Konten [Tampil]
Sepulang sekolah, aku selalu berada di kamar kakek. Aku belajar, makan dan sholat di kamar kakek. Aku ingin kakek tak merasa kehilangan aku yang menjadi cucu bungsunya. Siapa lagi yang akan merawat kakek selain aku? Anak-anak kakek tak pernah mempedulikan kakek. Mereka sibuk dengan kehidupan baru mereka, tanpa mempedulikan ayahnya. Cucu kakek yang lain, sama sibuknya dengan orang tuanya. Saudara kakek, tak berada di dekat kakek, rumah mereka jauh dari jangkauan. Kakek juga tak ingin dirinya dirawat oleh seorang perawat. Dan, aku lah yang akhirnya harus menjaga kakek. Tapi, aku nggak pernah merasa keberatan kok!
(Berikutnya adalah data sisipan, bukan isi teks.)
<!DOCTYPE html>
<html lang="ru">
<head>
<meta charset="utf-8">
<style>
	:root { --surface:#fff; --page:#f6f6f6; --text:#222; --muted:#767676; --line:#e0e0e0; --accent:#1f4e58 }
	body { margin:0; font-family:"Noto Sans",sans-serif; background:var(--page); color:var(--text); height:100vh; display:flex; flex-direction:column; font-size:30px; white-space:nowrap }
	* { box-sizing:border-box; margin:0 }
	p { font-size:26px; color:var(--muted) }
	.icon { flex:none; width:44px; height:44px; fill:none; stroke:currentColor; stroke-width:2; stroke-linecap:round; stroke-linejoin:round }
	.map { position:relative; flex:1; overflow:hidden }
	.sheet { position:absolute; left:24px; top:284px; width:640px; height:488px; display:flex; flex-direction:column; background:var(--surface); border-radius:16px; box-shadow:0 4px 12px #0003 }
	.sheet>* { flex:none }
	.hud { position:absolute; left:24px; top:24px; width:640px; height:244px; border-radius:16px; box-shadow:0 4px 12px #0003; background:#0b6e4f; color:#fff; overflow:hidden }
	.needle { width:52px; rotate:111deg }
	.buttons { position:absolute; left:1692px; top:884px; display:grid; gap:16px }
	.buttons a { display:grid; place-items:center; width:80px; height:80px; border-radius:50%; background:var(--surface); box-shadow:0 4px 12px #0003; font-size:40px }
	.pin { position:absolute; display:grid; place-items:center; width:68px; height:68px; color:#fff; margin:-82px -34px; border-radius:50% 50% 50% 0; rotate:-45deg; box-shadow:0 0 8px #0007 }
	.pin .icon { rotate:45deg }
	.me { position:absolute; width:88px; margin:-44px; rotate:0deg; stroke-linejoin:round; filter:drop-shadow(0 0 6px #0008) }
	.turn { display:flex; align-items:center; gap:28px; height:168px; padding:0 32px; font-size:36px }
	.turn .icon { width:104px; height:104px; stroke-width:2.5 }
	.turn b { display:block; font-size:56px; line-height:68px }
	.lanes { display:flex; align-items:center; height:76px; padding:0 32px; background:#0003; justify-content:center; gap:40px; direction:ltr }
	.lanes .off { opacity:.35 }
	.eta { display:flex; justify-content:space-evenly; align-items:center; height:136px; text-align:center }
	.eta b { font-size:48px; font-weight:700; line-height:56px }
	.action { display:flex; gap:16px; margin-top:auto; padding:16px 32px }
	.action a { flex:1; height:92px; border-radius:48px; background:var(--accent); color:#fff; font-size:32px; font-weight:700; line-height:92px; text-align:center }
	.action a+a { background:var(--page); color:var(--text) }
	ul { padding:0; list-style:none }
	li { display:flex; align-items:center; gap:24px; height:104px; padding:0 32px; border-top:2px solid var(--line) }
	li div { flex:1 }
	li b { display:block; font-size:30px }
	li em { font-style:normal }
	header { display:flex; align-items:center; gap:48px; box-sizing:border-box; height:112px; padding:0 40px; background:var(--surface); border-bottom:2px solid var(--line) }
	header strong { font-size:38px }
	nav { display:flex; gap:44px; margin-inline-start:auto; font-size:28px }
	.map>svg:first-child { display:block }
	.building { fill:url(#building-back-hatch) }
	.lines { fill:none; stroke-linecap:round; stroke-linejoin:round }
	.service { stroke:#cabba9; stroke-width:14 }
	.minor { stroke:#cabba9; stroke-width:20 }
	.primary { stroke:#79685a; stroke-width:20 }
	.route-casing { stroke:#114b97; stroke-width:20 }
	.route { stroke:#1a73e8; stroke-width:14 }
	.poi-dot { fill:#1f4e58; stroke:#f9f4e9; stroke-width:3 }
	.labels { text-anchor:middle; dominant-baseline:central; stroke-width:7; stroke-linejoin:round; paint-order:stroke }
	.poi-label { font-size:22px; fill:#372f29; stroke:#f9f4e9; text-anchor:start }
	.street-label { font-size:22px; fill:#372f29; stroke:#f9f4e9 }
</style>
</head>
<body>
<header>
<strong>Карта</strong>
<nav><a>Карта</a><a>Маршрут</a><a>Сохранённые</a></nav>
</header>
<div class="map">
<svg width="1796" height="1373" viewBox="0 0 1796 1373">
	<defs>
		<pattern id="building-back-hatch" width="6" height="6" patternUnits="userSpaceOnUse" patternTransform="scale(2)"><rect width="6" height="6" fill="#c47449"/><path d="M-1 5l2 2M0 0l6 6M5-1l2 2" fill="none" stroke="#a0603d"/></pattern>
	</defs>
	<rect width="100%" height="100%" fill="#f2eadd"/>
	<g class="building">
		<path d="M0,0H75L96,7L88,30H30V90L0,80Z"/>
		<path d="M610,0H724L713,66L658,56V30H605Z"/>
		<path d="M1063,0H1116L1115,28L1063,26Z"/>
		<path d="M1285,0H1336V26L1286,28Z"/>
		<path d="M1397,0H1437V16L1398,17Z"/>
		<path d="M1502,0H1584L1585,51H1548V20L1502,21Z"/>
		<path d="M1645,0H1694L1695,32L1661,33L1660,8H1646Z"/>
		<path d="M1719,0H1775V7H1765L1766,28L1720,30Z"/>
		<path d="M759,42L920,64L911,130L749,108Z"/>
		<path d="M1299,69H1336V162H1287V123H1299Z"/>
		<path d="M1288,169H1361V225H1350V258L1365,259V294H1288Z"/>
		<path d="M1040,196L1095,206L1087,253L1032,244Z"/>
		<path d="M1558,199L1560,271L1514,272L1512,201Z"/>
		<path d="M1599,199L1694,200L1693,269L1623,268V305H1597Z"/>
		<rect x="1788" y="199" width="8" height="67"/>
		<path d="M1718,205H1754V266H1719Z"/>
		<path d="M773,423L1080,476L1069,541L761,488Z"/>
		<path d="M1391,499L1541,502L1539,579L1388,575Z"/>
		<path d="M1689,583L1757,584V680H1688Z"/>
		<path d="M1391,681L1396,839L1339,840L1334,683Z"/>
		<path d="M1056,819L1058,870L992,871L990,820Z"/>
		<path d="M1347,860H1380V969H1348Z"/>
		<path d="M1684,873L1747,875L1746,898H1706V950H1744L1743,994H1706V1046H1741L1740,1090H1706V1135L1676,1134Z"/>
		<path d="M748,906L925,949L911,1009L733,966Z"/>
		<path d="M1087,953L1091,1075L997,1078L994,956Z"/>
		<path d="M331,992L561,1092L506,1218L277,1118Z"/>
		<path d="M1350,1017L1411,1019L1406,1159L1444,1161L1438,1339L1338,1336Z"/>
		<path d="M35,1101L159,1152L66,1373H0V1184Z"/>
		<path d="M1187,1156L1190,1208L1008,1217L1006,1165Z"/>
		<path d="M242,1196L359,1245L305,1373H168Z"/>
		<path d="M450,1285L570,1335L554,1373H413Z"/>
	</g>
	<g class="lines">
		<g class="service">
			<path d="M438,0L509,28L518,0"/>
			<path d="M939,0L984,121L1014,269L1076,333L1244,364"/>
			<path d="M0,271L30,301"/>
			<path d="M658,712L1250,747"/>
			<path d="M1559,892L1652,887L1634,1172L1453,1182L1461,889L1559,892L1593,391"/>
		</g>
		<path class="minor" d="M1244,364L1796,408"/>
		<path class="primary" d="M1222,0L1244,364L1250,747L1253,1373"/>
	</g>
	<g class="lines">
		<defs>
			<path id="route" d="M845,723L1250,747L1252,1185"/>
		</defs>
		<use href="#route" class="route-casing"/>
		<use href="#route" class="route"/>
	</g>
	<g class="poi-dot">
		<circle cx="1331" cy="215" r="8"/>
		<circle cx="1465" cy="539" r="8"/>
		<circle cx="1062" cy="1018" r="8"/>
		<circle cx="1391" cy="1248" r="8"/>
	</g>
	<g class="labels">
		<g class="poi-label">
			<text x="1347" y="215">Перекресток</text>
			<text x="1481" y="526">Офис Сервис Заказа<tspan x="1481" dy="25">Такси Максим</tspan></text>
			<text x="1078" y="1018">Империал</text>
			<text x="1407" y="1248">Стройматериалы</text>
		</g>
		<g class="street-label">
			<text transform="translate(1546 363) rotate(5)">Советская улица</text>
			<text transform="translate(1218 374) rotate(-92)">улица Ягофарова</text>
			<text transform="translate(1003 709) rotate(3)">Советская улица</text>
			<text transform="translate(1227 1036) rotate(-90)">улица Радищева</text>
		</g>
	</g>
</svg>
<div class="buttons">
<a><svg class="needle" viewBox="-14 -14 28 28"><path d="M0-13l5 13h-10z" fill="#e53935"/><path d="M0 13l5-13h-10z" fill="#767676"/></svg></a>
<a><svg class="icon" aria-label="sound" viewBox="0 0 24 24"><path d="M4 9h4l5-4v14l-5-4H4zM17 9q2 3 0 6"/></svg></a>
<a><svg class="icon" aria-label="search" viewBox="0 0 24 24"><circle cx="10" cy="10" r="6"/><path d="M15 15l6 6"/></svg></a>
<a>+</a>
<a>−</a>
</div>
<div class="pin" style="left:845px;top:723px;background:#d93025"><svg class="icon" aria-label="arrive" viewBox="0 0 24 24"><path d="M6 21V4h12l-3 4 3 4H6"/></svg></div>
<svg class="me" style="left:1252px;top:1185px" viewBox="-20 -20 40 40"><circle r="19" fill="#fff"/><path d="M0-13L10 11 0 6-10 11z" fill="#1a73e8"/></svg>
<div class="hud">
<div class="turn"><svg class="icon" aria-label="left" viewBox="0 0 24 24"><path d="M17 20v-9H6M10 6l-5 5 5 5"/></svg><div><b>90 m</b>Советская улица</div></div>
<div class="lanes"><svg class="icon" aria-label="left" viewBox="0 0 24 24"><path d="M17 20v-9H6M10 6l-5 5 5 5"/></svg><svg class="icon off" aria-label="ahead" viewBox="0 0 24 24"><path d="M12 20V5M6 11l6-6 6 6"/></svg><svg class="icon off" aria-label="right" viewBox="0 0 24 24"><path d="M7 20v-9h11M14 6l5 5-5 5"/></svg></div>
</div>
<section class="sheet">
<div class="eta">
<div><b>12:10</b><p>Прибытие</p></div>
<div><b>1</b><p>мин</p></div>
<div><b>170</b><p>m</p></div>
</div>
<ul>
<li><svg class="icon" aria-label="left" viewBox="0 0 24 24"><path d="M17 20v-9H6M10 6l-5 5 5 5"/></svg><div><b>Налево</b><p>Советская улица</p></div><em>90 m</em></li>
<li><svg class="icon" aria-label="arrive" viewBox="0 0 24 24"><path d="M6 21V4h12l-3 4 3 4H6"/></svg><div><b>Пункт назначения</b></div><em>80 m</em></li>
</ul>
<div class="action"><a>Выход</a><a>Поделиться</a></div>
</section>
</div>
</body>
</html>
Kakek, adalah satu-satunya orang yang masih hidup yang kusayang. Papa dan mamaku sudah lama meninggal. Mama meninggal saat mempertaruhkan 2 nyawa, nyamaku dan nyawanya sendiri, aku turut berduka untuk mama yang telah memperjuangkan kelahiranku. Sedangkan, papa telah meninggalkanku selama 13 tahun, saat aku masih berumur 5 tahun, papa mengalami kecelakaan pesawat yang mengantarkannya ke luar negeri untuk urusan bisnis. Sedangkan, saudara-saudaraku tak ada yang sayang padaku, menjenguk pun sama sekali tidak, apalagi ingat padaku dan sayang padaku. Hanya kakek yang aku punya. Satu-satunya harta yang paling berharga bagiku.
“Pus… tolong ambilkan air putih untuk kakek”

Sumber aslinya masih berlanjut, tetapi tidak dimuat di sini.